__WORK TASK__
Every line below that includes the word "evenodd" needs to be copied.

[Collected data]
++++++++
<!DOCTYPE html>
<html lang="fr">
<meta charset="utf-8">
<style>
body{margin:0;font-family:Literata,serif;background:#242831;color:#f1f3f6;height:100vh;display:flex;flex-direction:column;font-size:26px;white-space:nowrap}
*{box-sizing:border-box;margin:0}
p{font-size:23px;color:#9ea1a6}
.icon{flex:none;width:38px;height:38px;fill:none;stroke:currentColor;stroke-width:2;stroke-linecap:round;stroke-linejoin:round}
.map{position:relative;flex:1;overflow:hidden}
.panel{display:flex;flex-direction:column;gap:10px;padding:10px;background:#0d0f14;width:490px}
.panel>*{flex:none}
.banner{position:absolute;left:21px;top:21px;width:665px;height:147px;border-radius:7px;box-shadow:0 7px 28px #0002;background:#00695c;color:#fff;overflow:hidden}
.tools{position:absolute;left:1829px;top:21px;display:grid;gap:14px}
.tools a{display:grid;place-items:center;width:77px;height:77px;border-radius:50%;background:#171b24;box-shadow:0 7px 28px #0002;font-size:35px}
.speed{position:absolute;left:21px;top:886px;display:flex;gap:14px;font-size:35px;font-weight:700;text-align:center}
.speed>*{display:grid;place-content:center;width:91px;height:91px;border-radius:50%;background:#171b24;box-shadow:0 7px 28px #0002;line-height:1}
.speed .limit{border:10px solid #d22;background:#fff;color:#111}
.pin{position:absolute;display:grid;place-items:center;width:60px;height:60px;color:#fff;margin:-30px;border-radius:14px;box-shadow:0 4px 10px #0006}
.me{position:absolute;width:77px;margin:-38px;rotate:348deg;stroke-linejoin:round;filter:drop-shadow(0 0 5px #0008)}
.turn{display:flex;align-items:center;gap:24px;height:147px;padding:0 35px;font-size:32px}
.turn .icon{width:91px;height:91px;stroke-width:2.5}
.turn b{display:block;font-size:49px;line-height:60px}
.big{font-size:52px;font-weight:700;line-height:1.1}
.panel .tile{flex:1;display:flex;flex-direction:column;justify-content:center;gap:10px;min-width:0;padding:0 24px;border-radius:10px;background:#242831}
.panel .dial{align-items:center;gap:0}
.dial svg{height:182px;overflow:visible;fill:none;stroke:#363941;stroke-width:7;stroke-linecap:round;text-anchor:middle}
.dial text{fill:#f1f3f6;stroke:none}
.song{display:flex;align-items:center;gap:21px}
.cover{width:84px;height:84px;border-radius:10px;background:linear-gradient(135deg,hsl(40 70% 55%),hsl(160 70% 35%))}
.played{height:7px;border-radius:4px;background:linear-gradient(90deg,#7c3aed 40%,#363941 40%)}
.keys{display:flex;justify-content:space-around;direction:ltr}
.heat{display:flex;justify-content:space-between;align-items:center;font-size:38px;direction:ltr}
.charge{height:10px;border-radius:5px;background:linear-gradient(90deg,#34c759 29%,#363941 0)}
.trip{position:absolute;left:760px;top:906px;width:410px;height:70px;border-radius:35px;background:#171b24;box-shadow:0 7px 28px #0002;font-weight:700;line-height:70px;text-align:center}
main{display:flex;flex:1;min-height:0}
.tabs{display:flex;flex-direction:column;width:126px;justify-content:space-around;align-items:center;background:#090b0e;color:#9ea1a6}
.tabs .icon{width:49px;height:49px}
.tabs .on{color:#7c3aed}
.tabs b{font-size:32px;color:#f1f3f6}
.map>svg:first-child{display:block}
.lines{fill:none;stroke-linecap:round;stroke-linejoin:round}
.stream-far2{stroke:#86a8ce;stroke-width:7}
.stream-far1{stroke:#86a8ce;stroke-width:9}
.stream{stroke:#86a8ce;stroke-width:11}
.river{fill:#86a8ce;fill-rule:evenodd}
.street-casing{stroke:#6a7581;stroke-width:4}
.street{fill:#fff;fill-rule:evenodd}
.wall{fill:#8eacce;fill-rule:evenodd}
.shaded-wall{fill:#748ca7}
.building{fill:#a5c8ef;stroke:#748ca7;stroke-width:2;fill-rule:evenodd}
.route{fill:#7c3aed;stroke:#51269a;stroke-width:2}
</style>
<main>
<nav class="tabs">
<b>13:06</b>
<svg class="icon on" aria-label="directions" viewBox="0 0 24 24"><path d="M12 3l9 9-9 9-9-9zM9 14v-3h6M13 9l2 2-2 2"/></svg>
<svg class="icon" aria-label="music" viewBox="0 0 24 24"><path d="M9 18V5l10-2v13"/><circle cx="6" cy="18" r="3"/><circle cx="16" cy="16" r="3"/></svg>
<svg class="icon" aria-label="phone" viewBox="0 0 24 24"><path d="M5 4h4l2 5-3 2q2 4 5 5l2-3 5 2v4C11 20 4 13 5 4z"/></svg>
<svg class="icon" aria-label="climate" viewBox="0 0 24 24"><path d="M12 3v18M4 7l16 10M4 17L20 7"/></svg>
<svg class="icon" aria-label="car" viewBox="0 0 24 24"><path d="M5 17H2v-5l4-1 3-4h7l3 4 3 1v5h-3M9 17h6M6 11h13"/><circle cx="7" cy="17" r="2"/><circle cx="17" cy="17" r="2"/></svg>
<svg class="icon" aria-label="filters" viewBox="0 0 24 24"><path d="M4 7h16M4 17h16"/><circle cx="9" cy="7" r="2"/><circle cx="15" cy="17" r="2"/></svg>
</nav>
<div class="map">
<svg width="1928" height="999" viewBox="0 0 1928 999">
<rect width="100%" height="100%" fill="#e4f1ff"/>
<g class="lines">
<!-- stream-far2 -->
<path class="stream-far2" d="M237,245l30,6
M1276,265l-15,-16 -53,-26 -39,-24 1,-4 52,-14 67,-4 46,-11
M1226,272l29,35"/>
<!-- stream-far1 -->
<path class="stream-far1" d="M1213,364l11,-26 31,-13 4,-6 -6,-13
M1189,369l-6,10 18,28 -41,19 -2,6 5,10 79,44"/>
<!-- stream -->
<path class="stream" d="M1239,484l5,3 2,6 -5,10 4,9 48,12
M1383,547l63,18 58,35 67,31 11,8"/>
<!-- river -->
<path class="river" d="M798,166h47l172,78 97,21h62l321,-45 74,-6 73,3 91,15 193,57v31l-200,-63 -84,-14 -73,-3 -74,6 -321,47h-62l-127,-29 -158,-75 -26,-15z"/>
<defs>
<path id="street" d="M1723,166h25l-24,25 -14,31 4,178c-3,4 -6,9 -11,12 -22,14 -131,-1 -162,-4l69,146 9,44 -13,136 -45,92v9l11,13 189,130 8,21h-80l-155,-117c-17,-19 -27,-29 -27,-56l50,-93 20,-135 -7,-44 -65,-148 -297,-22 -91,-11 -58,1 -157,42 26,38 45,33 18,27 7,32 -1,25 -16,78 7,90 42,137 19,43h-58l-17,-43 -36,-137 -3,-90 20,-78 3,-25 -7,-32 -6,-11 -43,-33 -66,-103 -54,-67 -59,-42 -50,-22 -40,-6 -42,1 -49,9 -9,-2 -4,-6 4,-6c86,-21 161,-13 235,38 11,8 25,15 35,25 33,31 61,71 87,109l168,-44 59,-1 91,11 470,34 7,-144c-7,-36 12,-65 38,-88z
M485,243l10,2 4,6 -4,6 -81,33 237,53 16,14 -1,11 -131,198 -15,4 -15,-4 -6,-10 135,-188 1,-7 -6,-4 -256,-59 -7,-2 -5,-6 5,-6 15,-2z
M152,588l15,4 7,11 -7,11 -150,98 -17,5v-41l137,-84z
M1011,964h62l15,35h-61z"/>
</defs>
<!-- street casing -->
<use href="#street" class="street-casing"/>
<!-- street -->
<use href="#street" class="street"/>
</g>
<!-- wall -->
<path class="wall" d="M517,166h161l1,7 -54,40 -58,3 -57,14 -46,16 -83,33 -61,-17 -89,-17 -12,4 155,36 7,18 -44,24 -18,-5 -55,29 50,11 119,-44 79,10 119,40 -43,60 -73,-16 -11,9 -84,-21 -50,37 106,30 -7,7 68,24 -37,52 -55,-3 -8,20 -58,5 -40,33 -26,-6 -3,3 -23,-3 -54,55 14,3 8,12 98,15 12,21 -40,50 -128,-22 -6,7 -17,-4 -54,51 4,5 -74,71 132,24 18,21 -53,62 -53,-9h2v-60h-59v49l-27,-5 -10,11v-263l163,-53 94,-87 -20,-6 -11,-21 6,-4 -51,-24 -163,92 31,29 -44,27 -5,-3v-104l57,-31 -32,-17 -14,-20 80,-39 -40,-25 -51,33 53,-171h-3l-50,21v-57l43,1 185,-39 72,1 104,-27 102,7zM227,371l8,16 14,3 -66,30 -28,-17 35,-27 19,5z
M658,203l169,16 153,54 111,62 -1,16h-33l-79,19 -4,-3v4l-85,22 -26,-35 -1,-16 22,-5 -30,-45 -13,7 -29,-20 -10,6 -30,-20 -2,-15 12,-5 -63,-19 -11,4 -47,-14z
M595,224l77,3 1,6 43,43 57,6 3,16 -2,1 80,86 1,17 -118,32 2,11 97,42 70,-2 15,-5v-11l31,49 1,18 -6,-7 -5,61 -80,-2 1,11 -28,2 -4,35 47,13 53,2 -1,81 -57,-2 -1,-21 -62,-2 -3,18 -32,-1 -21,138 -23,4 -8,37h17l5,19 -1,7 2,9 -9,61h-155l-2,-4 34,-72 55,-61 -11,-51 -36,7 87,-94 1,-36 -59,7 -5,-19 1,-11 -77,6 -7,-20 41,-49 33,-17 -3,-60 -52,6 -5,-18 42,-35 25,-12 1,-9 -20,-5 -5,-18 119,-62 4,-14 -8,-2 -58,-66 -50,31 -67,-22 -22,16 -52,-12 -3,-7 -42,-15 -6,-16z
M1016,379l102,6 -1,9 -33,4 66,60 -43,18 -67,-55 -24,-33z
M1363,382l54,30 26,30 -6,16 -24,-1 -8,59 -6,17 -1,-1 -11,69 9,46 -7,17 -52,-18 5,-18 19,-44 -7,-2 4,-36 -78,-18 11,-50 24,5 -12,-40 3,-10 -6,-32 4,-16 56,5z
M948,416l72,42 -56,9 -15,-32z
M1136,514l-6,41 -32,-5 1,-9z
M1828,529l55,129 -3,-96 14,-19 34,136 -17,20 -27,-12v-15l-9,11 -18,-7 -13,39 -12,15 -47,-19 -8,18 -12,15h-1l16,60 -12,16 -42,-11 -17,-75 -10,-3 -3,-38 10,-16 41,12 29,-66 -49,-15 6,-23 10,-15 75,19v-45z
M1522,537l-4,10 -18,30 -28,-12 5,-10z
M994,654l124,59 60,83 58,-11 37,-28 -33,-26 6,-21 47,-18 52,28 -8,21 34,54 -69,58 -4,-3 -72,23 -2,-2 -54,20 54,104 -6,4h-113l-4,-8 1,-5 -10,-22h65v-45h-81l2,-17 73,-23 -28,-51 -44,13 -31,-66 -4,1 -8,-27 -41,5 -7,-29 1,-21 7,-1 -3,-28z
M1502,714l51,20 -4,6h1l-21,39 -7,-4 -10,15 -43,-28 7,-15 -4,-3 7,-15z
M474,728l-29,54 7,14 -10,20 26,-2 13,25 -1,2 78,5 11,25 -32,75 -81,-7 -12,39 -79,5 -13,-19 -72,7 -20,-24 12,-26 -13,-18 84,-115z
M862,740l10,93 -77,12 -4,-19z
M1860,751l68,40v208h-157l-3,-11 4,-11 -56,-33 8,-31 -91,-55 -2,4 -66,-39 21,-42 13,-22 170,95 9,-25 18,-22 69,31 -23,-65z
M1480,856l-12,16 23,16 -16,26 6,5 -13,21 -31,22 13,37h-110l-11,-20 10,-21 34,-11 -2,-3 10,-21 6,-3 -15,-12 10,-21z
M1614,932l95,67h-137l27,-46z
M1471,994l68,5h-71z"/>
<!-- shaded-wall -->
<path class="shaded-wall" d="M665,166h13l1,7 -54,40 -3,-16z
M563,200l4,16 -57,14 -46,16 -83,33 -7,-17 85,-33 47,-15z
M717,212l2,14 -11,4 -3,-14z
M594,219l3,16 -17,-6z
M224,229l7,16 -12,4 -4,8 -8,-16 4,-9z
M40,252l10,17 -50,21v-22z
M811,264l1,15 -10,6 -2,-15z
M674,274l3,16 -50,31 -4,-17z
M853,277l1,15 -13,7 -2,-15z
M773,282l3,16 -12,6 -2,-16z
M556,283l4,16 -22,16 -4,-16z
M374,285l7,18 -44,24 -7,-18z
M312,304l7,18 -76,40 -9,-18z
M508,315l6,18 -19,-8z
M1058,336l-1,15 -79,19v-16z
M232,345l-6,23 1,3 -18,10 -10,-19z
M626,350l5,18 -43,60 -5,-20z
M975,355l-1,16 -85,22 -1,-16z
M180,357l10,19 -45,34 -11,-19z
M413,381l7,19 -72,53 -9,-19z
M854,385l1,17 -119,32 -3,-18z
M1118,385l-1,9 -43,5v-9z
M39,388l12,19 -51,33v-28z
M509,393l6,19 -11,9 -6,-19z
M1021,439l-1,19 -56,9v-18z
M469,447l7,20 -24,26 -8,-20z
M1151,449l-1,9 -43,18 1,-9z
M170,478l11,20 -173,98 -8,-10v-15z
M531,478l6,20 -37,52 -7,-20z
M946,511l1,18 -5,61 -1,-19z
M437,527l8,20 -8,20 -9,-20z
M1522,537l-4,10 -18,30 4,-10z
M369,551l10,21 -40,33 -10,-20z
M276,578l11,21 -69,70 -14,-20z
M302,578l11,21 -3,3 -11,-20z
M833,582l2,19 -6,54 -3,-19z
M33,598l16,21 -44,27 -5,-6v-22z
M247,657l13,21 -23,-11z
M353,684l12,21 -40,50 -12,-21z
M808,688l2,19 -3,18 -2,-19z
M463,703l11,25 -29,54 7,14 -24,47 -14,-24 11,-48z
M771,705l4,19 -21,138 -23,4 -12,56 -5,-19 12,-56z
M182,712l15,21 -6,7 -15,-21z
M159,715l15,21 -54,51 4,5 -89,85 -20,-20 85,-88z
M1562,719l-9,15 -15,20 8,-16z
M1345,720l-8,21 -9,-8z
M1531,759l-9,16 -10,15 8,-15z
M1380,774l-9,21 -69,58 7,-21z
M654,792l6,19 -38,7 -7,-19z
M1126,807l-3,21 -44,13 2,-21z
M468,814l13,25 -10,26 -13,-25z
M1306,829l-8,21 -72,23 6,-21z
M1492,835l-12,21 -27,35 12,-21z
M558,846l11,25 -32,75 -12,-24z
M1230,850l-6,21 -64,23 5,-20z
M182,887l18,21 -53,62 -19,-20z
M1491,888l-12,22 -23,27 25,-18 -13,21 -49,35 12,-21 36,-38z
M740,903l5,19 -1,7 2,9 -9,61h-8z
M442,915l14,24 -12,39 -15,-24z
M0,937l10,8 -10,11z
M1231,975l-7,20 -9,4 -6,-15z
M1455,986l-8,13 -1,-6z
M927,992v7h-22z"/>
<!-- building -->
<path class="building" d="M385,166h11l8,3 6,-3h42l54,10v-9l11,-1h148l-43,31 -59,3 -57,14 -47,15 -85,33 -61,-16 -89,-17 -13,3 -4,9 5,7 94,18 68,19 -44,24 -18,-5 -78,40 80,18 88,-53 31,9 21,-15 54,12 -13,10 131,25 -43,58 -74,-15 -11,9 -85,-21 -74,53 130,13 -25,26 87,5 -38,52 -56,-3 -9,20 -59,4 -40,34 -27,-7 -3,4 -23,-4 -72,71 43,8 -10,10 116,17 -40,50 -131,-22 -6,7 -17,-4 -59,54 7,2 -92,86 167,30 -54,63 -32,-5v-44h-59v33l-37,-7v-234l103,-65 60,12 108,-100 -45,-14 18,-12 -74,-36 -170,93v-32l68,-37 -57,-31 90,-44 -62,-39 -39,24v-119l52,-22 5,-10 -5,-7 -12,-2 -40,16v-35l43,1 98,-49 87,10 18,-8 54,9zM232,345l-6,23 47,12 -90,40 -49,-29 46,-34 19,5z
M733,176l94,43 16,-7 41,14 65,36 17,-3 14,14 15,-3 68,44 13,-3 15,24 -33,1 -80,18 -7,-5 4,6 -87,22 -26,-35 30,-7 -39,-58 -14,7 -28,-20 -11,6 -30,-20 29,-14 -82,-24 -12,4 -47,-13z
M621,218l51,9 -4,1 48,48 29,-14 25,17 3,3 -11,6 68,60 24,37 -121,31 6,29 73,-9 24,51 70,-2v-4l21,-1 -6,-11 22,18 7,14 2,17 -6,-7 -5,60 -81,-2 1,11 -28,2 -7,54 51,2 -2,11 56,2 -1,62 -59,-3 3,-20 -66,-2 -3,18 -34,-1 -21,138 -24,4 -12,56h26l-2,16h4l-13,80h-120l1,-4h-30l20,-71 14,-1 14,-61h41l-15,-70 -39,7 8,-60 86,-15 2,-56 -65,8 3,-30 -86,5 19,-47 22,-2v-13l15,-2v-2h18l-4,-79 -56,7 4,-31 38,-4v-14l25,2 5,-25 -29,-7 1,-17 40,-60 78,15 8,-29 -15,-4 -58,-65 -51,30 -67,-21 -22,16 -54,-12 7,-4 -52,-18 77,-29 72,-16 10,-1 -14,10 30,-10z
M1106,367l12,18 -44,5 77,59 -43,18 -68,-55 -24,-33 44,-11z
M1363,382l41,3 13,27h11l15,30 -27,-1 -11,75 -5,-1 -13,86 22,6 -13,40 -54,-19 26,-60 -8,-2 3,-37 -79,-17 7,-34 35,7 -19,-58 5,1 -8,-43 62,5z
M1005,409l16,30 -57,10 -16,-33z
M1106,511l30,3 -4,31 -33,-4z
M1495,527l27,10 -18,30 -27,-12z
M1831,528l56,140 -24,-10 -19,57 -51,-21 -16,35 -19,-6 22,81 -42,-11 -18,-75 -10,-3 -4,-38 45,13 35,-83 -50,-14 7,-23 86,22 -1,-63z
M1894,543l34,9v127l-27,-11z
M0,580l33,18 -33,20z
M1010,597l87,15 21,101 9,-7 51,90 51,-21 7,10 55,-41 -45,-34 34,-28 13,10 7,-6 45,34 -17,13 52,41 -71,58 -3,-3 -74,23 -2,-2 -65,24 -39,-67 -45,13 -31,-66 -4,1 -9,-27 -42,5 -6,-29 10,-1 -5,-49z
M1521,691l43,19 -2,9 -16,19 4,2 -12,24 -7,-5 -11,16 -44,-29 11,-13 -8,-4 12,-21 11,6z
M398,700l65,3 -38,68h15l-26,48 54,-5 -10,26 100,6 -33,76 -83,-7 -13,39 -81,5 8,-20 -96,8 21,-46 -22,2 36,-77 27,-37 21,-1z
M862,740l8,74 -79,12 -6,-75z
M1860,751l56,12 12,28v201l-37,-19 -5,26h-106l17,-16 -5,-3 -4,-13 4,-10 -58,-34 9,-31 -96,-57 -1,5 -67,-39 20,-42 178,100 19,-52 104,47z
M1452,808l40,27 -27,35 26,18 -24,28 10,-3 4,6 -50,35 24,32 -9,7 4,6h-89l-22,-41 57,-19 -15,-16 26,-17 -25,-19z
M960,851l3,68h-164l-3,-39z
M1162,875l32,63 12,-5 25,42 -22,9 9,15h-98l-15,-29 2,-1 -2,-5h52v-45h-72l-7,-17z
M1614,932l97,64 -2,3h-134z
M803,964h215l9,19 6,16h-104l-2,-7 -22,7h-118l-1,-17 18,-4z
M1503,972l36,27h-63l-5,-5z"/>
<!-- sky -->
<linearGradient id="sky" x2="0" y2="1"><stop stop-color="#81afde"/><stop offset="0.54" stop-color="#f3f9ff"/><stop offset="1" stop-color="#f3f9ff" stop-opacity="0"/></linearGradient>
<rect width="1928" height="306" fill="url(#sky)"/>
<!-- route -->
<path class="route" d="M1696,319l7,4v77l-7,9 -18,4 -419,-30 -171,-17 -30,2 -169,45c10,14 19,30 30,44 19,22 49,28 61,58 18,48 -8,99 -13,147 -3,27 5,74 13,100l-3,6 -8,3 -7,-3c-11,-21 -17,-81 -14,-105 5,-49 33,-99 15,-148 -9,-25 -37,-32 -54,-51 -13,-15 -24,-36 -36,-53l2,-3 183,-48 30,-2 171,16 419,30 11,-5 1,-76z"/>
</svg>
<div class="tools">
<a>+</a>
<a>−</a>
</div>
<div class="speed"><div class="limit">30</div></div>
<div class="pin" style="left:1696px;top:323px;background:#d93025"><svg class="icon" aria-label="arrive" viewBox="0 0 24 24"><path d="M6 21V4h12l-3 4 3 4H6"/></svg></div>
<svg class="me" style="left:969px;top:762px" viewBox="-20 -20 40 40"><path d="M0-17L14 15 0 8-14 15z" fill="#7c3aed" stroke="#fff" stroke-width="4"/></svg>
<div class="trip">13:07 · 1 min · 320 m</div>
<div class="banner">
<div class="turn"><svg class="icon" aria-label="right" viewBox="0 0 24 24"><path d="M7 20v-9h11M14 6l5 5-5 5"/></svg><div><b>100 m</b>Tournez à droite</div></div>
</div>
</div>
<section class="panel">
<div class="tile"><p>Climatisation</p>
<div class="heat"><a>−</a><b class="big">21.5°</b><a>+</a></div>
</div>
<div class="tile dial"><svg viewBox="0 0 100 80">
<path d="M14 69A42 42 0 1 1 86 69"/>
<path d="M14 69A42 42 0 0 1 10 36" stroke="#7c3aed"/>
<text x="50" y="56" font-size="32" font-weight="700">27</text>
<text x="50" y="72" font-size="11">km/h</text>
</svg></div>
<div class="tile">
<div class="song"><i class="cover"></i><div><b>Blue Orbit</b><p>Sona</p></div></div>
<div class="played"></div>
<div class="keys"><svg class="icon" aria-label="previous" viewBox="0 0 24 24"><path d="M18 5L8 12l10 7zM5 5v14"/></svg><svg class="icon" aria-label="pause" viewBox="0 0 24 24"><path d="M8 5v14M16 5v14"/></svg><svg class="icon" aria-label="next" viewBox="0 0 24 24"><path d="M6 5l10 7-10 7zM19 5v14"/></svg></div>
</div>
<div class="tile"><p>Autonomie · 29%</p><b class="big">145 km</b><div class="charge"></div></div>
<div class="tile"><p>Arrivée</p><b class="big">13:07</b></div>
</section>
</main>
++++++++
__RESULT OF THE TASK__
.river{fill:#86a8ce;fill-rule:evenodd}
.street{fill:#fff;fill-rule:evenodd}
.wall{fill:#8eacce;fill-rule:evenodd}
.building{fill:#a5c8ef;stroke:#748ca7;stroke-width:2;fill-rule:evenodd}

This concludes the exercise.